It’s fair to say that at this point I was expecting to see PowerBalance mentioned, as Kinesio tape could favourably be described as being from the same marketing stable - relying heavily on high profile sportstars to promote their products - David Beckham, Lance Armstrong and Serena Williams are amongst the many that have been spotted with the brightly coloured tape in trademark designs on various parts of the body, supposedly to help the muscles.

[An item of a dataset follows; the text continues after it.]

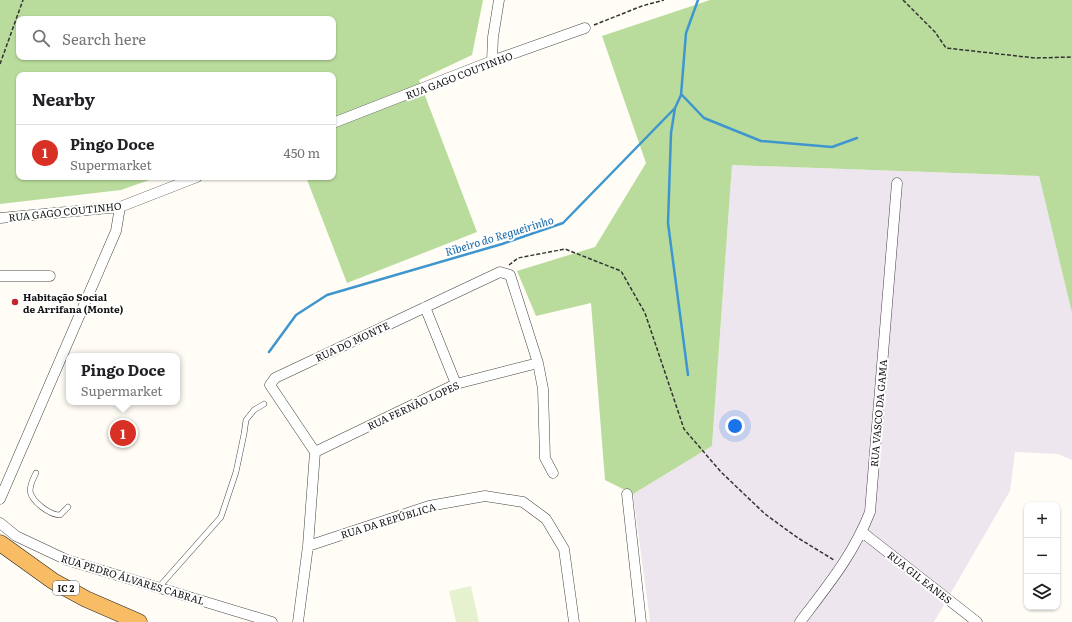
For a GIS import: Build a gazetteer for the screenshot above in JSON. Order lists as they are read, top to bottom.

The original idea behind the tape (now removed from the UK website) was that the adhesive used was in a particular waveform which “microscopically lifts the skin”. Or as Krazy Kenzo states in the article
“Your pain sensors are located between the epidermis and the dermis, the first and second layers of your skin, so I thought that if I applied tape to the pain it would lift the epidermis slightly up and make a space between the two layers.”

Basic mechanics makes it clear this is nonsense – imagine you have a ham sandwich. Actually, sorry Hayley, just for you imagine it is a cheese sandwich, and you’ve just placed the second piece on top. Now if I give you some sellotape, can you put a strip on the bread so that it lifts it slightly from the rest of the sandwich? No. This, as the kidz on twitter say.

Also in the article he goes on to talk about jetlag and how it’s due to the fact that
“we are at very high altitude and that causes our body temperatures to go up”.

Now that is clear, unequivocal nonsense.

The reason why we have jetlag is because when we fly to a place in a different timezone, our circadian rhythms are all on the wonk, and our bodies want to go to sleep even though it’s only midday. Someone on a flight from UK to South Africa will not experience jetlag, because although it’s an 11 hour flight it only crosses one time zone, and so your body won’t think everything has gone to cock. The fact that Krazy Kenzo is a chiropractor demonstrates that his understanding of evidence-bases is weak at best. This show has covered the fun and games with chiropractors in the UK over the last number of years with the British Chiropractic Association failing to make a case for libel over Simon Singh saying in a Guardian article that “Chiropractors happily promoted bogus treatments”.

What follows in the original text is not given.